Exercise directions
Which lines below hold the word "green"? Report each one.

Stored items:
··········

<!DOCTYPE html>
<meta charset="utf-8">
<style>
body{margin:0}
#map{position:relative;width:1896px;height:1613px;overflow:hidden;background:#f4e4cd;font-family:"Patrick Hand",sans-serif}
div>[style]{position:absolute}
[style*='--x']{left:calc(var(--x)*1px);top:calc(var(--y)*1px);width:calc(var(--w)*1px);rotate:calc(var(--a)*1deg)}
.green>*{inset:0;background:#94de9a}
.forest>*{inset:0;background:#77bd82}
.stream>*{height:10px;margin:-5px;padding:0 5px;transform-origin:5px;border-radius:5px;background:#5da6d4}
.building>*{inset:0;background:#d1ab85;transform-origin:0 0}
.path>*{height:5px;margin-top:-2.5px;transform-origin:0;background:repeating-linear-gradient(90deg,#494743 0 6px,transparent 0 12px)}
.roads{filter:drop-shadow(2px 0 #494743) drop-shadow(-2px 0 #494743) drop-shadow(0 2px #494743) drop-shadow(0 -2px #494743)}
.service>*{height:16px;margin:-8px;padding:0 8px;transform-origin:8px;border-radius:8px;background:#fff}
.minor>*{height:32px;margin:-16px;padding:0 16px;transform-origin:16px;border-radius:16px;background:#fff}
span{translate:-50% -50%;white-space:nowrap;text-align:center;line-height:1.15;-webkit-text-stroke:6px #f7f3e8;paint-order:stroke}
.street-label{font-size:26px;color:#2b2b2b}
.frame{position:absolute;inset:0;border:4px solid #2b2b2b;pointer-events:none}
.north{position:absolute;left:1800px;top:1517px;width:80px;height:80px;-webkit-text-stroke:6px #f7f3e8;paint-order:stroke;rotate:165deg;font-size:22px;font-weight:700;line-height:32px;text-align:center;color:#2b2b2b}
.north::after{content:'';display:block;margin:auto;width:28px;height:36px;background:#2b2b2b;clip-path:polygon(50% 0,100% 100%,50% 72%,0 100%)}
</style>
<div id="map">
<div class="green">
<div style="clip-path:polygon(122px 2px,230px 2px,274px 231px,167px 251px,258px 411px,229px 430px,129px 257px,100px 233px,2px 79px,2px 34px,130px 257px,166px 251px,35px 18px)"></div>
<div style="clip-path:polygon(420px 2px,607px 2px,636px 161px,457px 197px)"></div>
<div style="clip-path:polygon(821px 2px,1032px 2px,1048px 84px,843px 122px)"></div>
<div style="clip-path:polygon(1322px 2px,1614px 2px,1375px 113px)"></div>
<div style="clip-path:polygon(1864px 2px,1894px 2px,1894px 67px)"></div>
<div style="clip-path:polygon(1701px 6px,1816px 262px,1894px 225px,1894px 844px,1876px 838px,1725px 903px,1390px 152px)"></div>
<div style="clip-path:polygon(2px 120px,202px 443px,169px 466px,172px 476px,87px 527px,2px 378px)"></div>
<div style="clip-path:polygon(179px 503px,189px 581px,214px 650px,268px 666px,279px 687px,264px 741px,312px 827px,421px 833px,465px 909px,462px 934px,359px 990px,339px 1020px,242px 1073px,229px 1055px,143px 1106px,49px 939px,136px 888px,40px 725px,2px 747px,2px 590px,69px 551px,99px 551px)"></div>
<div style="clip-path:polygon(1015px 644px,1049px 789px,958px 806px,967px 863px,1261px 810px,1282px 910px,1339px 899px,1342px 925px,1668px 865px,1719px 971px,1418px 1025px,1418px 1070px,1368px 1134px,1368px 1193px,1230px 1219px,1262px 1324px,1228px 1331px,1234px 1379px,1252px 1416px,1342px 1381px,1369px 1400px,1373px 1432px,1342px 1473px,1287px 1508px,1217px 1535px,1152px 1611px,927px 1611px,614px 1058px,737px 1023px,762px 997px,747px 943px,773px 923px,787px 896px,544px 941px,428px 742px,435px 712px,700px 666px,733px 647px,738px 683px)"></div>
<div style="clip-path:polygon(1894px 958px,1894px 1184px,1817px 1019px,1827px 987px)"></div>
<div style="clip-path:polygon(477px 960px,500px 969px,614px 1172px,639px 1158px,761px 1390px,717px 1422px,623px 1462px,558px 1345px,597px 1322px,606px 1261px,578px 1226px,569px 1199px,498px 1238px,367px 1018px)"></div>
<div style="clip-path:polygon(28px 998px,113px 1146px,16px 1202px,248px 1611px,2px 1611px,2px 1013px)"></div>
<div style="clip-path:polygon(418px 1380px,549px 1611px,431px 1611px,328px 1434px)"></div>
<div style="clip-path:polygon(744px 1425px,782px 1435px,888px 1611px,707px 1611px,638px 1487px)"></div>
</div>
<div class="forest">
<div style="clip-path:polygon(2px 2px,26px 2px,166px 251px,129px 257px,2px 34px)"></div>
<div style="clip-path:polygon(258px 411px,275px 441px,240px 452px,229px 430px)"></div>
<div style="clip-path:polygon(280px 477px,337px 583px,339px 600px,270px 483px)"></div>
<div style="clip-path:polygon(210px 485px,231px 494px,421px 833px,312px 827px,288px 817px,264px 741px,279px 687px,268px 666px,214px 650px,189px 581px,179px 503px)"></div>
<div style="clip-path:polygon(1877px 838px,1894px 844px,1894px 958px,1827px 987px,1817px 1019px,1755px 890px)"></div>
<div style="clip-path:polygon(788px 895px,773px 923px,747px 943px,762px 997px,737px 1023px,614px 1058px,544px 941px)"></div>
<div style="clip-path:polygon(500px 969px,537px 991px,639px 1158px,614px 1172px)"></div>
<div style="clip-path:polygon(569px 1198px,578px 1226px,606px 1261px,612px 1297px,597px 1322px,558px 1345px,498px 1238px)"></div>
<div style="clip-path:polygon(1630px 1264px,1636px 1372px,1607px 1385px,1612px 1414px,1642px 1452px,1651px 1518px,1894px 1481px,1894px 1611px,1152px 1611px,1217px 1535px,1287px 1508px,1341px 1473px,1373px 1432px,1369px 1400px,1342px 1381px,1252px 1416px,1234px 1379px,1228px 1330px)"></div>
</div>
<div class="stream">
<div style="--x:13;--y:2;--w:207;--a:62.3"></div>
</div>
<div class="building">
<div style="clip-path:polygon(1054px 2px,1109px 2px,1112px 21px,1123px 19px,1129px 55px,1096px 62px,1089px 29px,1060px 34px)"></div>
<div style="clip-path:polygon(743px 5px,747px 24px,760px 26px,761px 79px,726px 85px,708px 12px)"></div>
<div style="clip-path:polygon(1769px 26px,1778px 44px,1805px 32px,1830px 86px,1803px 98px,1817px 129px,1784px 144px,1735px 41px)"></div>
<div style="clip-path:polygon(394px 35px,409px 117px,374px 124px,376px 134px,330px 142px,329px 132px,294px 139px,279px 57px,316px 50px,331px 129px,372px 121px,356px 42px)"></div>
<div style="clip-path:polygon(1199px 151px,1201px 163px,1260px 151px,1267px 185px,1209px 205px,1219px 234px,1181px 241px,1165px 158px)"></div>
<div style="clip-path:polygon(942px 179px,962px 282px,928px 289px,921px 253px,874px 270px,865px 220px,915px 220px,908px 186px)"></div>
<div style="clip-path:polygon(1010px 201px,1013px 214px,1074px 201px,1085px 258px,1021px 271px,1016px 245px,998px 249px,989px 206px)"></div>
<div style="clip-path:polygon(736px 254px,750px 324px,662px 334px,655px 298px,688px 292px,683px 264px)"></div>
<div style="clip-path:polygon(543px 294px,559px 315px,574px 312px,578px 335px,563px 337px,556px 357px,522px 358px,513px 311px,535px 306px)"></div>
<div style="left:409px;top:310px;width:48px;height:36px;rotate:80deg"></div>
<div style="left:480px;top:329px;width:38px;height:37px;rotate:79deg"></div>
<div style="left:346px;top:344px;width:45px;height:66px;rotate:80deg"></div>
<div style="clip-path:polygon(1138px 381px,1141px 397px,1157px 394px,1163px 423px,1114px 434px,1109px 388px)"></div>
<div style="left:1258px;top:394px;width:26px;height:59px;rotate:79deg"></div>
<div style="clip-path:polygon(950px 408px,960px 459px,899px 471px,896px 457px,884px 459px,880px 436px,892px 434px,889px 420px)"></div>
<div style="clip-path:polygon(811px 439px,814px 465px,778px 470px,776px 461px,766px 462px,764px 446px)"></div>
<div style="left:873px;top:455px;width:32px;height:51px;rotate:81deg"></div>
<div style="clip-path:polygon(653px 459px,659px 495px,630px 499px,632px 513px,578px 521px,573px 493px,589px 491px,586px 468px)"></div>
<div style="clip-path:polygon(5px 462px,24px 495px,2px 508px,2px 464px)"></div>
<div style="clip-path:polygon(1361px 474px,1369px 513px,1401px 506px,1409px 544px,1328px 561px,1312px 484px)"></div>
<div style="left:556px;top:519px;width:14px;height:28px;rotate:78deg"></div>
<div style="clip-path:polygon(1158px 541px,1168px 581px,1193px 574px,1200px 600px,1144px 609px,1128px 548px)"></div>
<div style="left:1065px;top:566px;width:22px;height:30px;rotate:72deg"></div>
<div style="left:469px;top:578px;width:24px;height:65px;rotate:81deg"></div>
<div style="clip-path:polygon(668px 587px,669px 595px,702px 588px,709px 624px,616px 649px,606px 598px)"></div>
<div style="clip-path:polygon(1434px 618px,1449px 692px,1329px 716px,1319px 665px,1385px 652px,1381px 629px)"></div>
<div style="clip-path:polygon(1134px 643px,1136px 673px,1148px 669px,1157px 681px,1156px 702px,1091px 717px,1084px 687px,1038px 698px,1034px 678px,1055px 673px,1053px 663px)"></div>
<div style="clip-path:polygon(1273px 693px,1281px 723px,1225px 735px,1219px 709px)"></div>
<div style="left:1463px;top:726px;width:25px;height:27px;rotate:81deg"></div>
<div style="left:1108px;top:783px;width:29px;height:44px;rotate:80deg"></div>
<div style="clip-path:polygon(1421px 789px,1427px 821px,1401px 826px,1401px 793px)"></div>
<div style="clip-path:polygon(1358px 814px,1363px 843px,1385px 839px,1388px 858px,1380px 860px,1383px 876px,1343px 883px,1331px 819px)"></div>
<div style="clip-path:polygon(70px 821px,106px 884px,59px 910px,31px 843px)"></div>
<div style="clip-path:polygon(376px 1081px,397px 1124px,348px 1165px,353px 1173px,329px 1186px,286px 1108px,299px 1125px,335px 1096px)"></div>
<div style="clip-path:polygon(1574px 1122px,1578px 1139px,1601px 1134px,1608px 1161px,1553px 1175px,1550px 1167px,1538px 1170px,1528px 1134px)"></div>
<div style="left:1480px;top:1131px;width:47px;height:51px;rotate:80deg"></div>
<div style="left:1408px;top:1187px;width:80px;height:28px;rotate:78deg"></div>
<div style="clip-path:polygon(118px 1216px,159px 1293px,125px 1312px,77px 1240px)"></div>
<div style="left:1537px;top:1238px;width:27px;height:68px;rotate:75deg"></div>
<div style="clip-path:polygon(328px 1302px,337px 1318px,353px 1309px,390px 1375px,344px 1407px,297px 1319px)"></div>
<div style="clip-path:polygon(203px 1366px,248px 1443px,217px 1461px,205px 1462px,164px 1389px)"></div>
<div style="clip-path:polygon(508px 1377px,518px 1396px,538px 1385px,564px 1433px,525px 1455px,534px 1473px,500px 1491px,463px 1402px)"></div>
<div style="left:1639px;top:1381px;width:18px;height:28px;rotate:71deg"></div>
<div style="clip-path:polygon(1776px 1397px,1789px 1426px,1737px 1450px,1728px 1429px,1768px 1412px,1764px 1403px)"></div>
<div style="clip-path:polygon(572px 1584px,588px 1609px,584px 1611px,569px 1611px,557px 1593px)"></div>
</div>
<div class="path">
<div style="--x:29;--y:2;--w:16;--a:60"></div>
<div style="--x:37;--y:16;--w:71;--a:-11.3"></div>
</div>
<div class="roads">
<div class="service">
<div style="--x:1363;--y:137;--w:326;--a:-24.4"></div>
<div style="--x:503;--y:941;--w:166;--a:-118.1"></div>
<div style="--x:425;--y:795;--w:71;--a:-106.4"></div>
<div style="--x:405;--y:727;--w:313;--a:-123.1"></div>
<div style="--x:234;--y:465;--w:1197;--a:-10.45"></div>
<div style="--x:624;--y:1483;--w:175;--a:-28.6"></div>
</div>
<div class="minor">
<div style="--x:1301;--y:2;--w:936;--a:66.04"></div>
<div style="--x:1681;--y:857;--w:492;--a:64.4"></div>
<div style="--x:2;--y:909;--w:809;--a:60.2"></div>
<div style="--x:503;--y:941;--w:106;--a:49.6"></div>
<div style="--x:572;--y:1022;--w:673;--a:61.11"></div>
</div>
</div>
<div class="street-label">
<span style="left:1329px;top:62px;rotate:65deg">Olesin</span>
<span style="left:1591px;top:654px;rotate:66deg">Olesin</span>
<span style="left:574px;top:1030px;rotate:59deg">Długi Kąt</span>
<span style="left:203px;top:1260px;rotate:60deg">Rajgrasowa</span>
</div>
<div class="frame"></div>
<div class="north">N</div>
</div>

··········

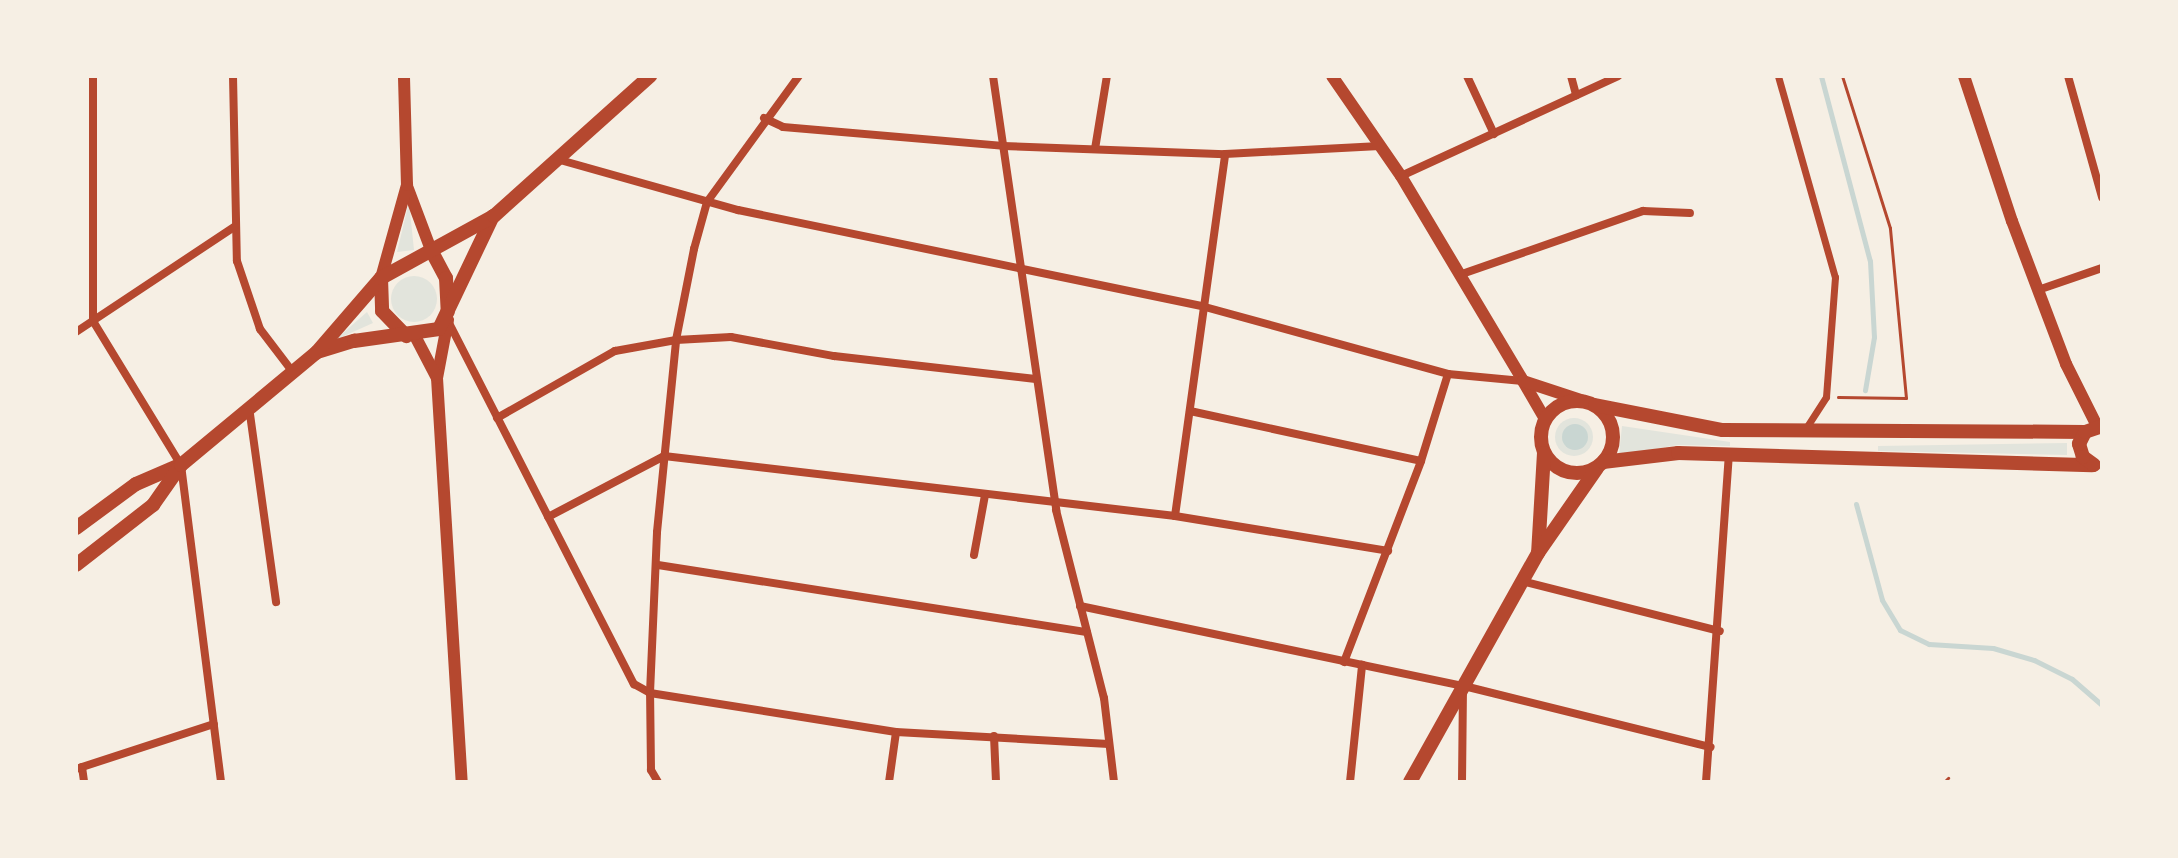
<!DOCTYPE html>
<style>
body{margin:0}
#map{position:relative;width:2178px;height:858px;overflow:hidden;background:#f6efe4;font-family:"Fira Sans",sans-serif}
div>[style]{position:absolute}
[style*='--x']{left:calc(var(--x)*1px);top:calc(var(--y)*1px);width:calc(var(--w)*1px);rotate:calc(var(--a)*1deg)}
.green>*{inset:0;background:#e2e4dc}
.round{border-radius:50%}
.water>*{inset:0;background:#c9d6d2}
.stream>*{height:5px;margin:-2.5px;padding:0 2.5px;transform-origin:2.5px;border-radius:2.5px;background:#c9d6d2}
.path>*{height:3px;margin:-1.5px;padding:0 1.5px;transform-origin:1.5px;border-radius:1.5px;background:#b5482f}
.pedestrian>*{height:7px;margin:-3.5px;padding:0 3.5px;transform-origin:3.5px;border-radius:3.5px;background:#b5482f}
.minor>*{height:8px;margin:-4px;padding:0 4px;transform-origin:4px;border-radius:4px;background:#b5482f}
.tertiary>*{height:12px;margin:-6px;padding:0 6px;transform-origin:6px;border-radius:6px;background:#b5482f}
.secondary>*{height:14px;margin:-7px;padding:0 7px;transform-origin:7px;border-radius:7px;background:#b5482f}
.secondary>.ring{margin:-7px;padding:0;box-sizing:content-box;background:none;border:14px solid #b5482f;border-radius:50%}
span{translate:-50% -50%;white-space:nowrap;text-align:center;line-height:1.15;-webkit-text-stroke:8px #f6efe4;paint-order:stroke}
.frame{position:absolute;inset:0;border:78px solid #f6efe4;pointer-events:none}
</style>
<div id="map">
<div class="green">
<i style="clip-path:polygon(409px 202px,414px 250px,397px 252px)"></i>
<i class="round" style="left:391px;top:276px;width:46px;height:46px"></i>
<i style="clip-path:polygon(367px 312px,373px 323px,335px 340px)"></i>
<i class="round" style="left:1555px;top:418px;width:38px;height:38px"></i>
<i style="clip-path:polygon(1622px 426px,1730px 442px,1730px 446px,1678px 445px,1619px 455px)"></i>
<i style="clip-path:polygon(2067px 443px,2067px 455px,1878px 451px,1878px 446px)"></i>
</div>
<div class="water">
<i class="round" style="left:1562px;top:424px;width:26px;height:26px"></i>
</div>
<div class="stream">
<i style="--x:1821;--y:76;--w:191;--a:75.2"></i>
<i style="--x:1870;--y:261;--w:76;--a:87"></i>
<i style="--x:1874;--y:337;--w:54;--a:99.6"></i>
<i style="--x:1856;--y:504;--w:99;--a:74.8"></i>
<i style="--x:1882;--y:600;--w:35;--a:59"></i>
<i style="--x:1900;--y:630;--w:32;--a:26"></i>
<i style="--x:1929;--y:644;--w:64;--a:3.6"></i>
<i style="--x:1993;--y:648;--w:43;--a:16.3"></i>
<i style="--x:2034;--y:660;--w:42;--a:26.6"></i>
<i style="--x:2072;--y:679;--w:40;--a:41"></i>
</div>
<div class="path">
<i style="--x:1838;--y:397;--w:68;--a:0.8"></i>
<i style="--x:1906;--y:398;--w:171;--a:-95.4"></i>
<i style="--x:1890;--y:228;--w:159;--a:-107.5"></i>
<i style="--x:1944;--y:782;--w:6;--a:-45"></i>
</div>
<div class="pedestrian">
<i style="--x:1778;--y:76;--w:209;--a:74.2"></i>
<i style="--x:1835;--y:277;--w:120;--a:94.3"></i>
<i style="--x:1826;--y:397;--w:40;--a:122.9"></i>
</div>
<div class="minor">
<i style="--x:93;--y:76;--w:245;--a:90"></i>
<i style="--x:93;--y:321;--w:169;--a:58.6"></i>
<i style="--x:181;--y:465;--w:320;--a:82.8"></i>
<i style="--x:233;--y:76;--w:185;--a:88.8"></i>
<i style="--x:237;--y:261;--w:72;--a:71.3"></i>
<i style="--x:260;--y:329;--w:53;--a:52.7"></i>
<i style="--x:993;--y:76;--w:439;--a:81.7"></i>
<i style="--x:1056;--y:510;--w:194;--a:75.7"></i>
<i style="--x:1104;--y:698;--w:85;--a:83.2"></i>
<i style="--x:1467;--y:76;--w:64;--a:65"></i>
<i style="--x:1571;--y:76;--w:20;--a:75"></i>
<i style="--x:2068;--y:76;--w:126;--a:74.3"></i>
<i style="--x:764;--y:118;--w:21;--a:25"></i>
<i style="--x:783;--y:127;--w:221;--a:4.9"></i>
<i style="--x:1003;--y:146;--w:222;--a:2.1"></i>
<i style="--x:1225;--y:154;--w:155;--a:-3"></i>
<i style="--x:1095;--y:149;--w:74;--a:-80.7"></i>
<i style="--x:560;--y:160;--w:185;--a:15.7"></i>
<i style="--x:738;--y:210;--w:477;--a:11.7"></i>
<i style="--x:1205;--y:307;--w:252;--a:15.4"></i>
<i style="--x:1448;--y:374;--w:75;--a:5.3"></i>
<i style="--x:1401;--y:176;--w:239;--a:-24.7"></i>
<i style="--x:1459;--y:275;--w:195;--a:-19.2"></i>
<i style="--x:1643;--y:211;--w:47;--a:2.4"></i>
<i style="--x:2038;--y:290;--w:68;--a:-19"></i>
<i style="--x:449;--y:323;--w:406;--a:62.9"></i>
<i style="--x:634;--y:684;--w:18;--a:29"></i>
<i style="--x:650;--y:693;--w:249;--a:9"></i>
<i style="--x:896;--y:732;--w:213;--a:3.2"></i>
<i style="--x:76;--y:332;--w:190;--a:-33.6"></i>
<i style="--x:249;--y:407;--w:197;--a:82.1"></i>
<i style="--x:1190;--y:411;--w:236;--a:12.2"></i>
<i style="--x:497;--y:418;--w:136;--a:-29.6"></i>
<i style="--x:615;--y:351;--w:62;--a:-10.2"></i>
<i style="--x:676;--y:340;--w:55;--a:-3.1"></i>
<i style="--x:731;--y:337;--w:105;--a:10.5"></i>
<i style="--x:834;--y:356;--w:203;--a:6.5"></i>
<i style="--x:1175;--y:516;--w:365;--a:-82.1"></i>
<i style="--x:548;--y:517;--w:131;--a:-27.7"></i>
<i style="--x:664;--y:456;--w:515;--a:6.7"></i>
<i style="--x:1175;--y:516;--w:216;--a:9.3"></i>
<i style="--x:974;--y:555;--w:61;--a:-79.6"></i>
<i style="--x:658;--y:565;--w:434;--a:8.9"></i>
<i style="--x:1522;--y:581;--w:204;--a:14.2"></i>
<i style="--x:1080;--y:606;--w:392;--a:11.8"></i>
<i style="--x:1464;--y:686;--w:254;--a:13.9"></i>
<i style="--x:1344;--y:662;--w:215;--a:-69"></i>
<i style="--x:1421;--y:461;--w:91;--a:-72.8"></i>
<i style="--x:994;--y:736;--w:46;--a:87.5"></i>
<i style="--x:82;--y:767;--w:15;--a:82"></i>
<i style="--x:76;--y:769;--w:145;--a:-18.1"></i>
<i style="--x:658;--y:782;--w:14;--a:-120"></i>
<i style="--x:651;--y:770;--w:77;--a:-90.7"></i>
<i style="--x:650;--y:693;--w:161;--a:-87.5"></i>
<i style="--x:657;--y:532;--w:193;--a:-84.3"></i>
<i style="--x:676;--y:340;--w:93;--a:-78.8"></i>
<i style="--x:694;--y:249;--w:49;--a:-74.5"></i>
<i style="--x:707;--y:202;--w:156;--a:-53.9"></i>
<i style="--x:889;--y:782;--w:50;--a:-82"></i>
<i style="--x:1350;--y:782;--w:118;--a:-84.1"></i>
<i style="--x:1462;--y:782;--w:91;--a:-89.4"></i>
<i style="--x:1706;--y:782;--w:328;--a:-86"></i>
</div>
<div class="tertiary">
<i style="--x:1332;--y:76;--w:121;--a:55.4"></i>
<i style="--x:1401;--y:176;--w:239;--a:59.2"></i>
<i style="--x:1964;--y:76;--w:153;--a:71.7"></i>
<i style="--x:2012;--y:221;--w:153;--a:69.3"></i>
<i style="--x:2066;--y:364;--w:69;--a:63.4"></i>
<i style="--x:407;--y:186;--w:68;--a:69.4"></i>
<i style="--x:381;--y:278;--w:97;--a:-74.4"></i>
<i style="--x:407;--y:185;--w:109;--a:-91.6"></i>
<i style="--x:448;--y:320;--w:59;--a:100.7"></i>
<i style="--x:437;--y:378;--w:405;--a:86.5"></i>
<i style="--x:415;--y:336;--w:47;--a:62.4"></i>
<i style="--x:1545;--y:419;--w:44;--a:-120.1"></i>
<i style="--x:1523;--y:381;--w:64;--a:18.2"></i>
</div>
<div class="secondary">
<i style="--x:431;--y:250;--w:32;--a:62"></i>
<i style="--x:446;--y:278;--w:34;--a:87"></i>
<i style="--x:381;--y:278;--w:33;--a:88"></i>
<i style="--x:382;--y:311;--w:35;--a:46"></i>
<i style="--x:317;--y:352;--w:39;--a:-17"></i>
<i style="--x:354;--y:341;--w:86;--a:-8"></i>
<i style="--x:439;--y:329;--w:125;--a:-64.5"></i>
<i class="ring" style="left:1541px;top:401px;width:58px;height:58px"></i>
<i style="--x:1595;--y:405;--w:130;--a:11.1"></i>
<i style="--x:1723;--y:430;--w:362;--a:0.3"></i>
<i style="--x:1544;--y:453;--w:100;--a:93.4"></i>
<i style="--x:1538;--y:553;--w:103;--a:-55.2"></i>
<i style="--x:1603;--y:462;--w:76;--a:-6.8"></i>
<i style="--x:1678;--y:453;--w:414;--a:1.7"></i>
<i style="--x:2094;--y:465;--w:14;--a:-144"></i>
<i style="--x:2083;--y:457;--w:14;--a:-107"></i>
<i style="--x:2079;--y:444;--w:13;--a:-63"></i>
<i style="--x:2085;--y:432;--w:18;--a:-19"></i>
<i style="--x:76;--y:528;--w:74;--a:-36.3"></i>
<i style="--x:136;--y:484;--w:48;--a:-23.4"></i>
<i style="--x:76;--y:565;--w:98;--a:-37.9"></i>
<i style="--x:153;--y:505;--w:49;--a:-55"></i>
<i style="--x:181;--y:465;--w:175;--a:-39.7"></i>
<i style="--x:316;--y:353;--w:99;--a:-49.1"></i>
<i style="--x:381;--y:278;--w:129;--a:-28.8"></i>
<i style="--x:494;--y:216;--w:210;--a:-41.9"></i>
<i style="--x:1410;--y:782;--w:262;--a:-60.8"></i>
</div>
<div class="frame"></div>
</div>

··········

Response to this task
.green>*{inset:0;background:#94de9a}
<div class="green">
.green>*{inset:0;background:#e2e4dc}
<div class="green">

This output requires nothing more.